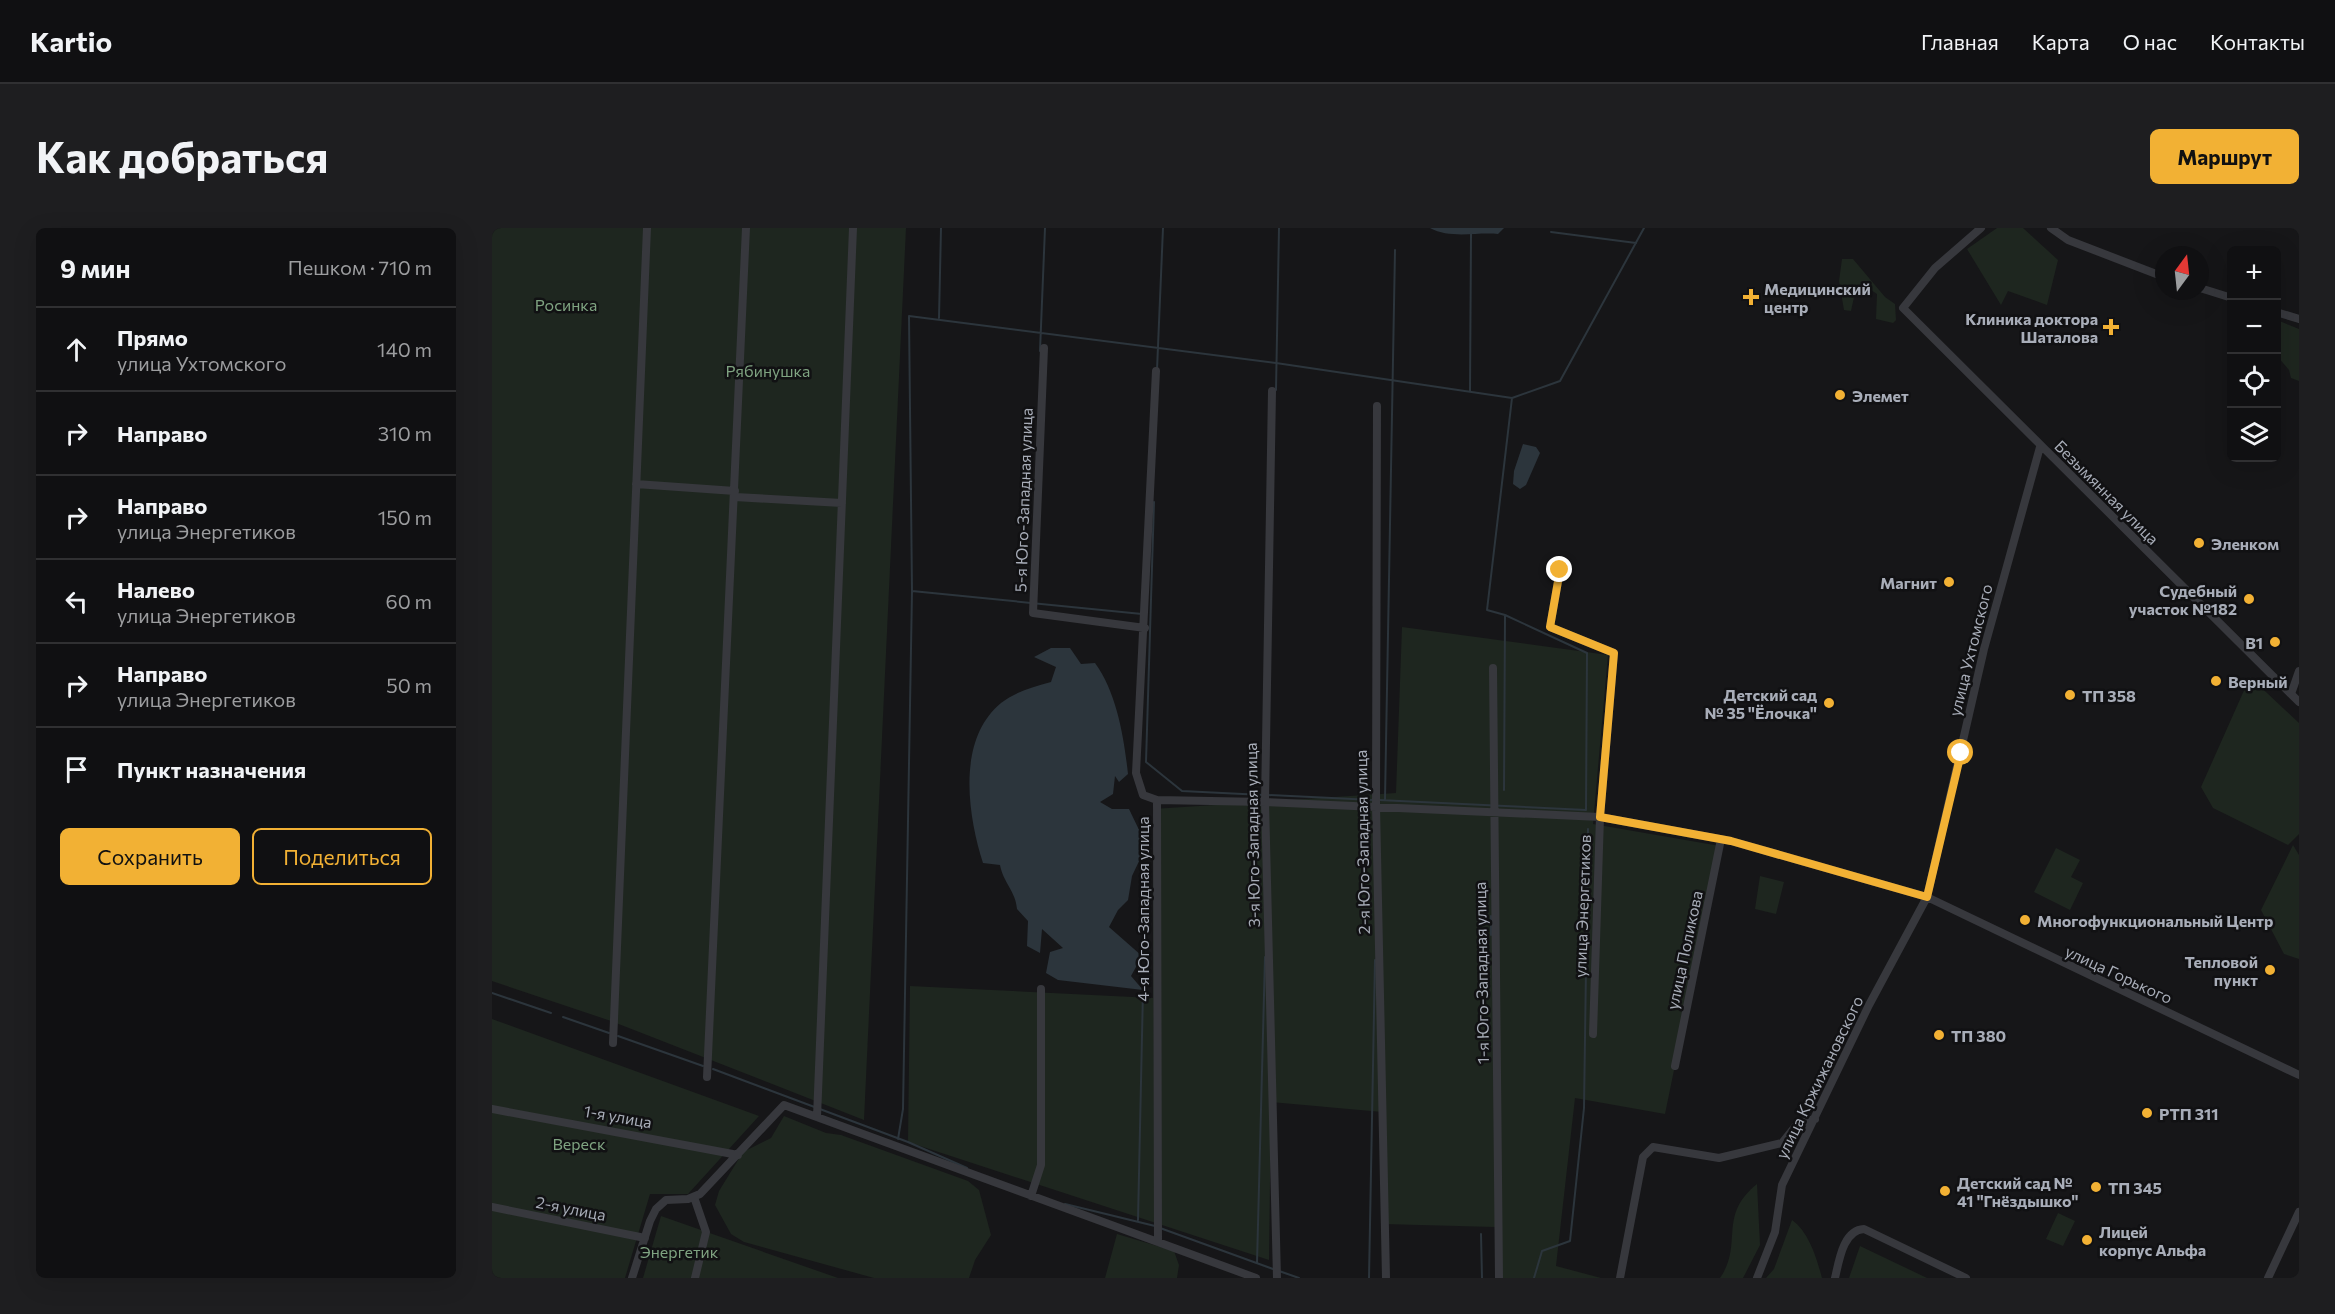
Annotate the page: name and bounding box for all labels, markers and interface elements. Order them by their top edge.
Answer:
text: Kartio [30,24,112,58]
text: Главная [1921,29,1999,54]
text: Карта [2032,29,2090,54]
text: О нас [2123,29,2177,54]
text: Контакты [2210,29,2305,54]
button: Маршрут [2150,129,2299,184]
text: Как добраться [36,130,328,182]
north arrow [2155,246,2209,300]
map controls [2227,246,2281,462]
button: + [2227,246,2281,300]
text: 9 мин [60,252,130,283]
text: Пешком · 710 m [288,255,432,279]
place label: Медицинский центр [1764,279,1871,316]
marker: Медицинский центр [1742,288,1760,306]
park label: Росинка [535,295,597,314]
button: − [2227,300,2281,354]
place label: Клиника доктора Шаталова [1965,309,2098,346]
marker: Клиника доктора Шаталова [2102,318,2120,336]
text: Прямо [117,324,188,351]
icon: ahead [60,333,93,366]
text: 140 m [377,337,432,361]
text: улица Ухтомского [117,351,286,375]
button: locate [2227,354,2281,408]
park label: Рябинушка [726,361,810,380]
place label: Элемет [1852,386,1909,405]
marker: Элемет [1833,388,1847,402]
street label: 5-я Юго-Западная улица [1010,407,1036,593]
button: layers [2227,408,2281,462]
icon: right [60,417,93,450]
text: Направо [117,420,207,447]
text: 310 m [378,421,432,445]
street label: Безымянная улица [2051,436,2163,548]
text: Направо [117,492,207,519]
icon: right [60,501,93,534]
text: 150 m [378,505,432,529]
text: улица Энергетиков [117,519,296,543]
place label: Эленком [2211,534,2279,553]
marker: Эленком [2192,536,2206,550]
route end [1546,556,1572,582]
place label: Магнит [1880,573,1937,592]
marker: Магнит [1942,575,1956,589]
text: Налево [117,576,195,603]
place label: Судебный участок №182 [2129,581,2237,618]
street label: улица Ухтомского [1944,582,1996,718]
icon: left [60,585,93,618]
text: 60 m [386,589,432,613]
marker: Судебный участок №182 [2242,592,2256,606]
text: улица Энергетиков [117,603,296,627]
place label: B1 [2245,633,2263,652]
marker: B1 [2268,635,2282,649]
text: Направо [117,660,207,687]
icon: right [60,669,93,702]
place label: Верный [2228,672,2288,691]
text: 50 m [386,673,432,697]
marker: Верный [2209,674,2223,688]
place label: Детский сад № 35 "Ёлочка" [1704,685,1817,722]
place label: ТП 358 [2082,686,2136,705]
text: улица Энергетиков [117,687,296,711]
marker: ТП 358 [2063,688,2077,702]
marker: Детский сад № 35 "Ёлочка" [1822,696,1836,710]
route start [1947,739,1973,765]
street label: 3-я Юго-Западная улица [1241,742,1263,928]
street label: 2-я Юго-Западная улица [1351,750,1373,934]
icon: arrive [60,753,93,786]
text: Пункт назначения [117,756,306,783]
street label: 4-я Юго-Западная улица [1133,816,1152,1002]
button: Сохранить [60,828,240,885]
button: Поделиться [252,828,432,885]
street label: улица Энергетиков [1570,834,1594,978]
street label: 1-я Юго-Западная улица [1470,882,1492,1064]
street label: улица Поликова [1662,889,1706,1011]
place label: Многофункциональный Центр [2037,911,2273,930]
marker: Многофункциональный Центр [2018,913,2032,927]
street label: улица Горького [2062,941,2176,1007]
place label: Тепловой пункт [2184,952,2258,989]
marker: Тепловой пункт [2263,963,2277,977]
street label: улица Кржижановского [1771,993,1867,1161]
place label: ТП 380 [1951,1026,2006,1045]
marker: ТП 380 [1932,1028,1946,1042]
street label: 1-я улица [582,1101,654,1131]
place label: РТП 311 [2159,1104,2219,1123]
marker: РТП 311 [2140,1106,2154,1120]
park label: Вереск [552,1134,606,1153]
place label: Детский сад № 41 "Гнёздышко" [1957,1173,2078,1210]
place label: ТП 345 [2108,1178,2162,1197]
marker: ТП 345 [2089,1180,2103,1194]
marker: Детский сад № 41 "Гнёздышко" [1938,1184,1952,1198]
street label: 2-я улица [534,1192,608,1224]
place label: Лицей корпус Альфа [2099,1222,2206,1259]
marker: Лицей корпус Альфа [2080,1233,2094,1247]
park label: Энергетик [640,1242,719,1261]

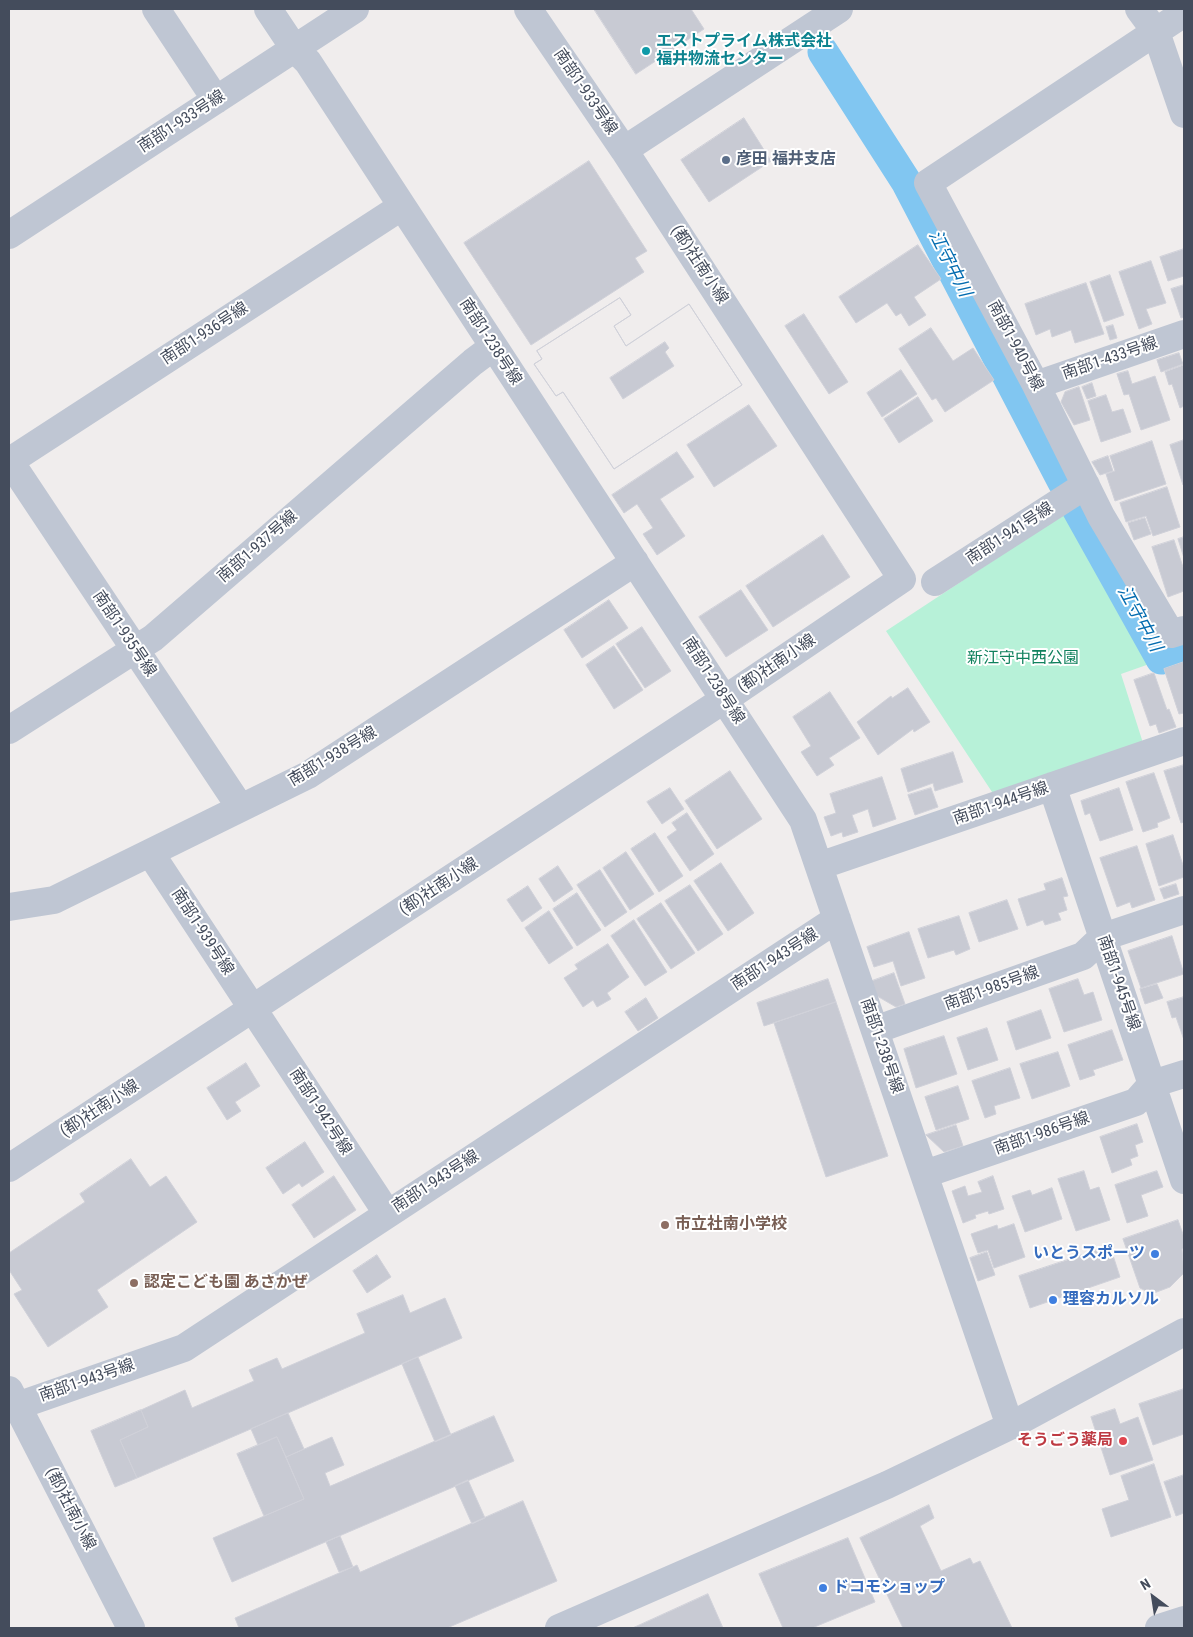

▶ **Directions for this task**: Write out the material above exactly, and omit the pictures it holds.

▶ **Solved exercise**:
Annotate the page: name and bounding box for all labels, markers and interface elements. Order them by their top edge.
Answer:
text: Kartio [30,24,112,58]
text: Главная [1921,29,1999,54]
text: Карта [2032,29,2090,54]
text: О нас [2123,29,2177,54]
text: Контакты [2210,29,2305,54]
button: Маршрут [2150,129,2299,184]
text: Как добраться [36,130,328,182]
north arrow [2155,246,2209,300]
map controls [2227,246,2281,462]
button: + [2227,246,2281,300]
text: 9 мин [60,252,130,283]
text: Пешком · 710 m [288,255,432,279]
place label: Медицинский центр [1764,279,1871,316]
marker: Медицинский центр [1742,288,1760,306]
park label: Росинка [535,295,597,314]
button: − [2227,300,2281,354]
place label: Клиника доктора Шаталова [1965,309,2098,346]
marker: Клиника доктора Шаталова [2102,318,2120,336]
text: Прямо [117,324,188,351]
icon: ahead [60,333,93,366]
text: 140 m [377,337,432,361]
text: улица Ухтомского [117,351,286,375]
button: locate [2227,354,2281,408]
park label: Рябинушка [726,361,810,380]
place label: Элемет [1852,386,1909,405]
marker: Элемет [1833,388,1847,402]
street label: 5-я Юго-Западная улица [1010,407,1036,593]
button: layers [2227,408,2281,462]
icon: right [60,417,93,450]
text: Направо [117,420,207,447]
text: 310 m [378,421,432,445]
street label: Безымянная улица [2051,436,2163,548]
text: Направо [117,492,207,519]
icon: right [60,501,93,534]
text: 150 m [378,505,432,529]
text: улица Энергетиков [117,519,296,543]
place label: Эленком [2211,534,2279,553]
marker: Эленком [2192,536,2206,550]
route end [1546,556,1572,582]
place label: Магнит [1880,573,1937,592]
marker: Магнит [1942,575,1956,589]
text: Налево [117,576,195,603]
place label: Судебный участок №182 [2129,581,2237,618]
street label: улица Ухтомского [1944,582,1996,718]
icon: left [60,585,93,618]
text: 60 m [386,589,432,613]
marker: Судебный участок №182 [2242,592,2256,606]
text: улица Энергетиков [117,603,296,627]
place label: B1 [2245,633,2263,652]
marker: B1 [2268,635,2282,649]
text: Направо [117,660,207,687]
icon: right [60,669,93,702]
place label: Верный [2228,672,2288,691]
text: 50 m [386,673,432,697]
marker: Верный [2209,674,2223,688]
place label: Детский сад № 35 "Ёлочка" [1704,685,1817,722]
place label: ТП 358 [2082,686,2136,705]
text: улица Энергетиков [117,687,296,711]
marker: ТП 358 [2063,688,2077,702]
marker: Детский сад № 35 "Ёлочка" [1822,696,1836,710]
route start [1947,739,1973,765]
street label: 3-я Юго-Западная улица [1241,742,1263,928]
street label: 2-я Юго-Западная улица [1351,750,1373,934]
icon: arrive [60,753,93,786]
text: Пункт назначения [117,756,306,783]
street label: 4-я Юго-Западная улица [1133,816,1152,1002]
button: Сохранить [60,828,240,885]
button: Поделиться [252,828,432,885]
street label: улица Энергетиков [1570,834,1594,978]
street label: 1-я Юго-Западная улица [1470,882,1492,1064]
street label: улица Поликова [1662,889,1706,1011]
place label: Многофункциональный Центр [2037,911,2273,930]
marker: Многофункциональный Центр [2018,913,2032,927]
street label: улица Горького [2062,941,2176,1007]
place label: Тепловой пункт [2184,952,2258,989]
marker: Тепловой пункт [2263,963,2277,977]
street label: улица Кржижановского [1771,993,1867,1161]
place label: ТП 380 [1951,1026,2006,1045]
marker: ТП 380 [1932,1028,1946,1042]
street label: 1-я улица [582,1101,654,1131]
place label: РТП 311 [2159,1104,2219,1123]
marker: РТП 311 [2140,1106,2154,1120]
park label: Вереск [552,1134,606,1153]
place label: Детский сад № 41 "Гнёздышко" [1957,1173,2078,1210]
place label: ТП 345 [2108,1178,2162,1197]
marker: ТП 345 [2089,1180,2103,1194]
marker: Детский сад № 41 "Гнёздышко" [1938,1184,1952,1198]
street label: 2-я улица [534,1192,608,1224]
place label: Лицей корпус Альфа [2099,1222,2206,1259]
marker: Лицей корпус Альфа [2080,1233,2094,1247]
park label: Энергетик [640,1242,719,1261]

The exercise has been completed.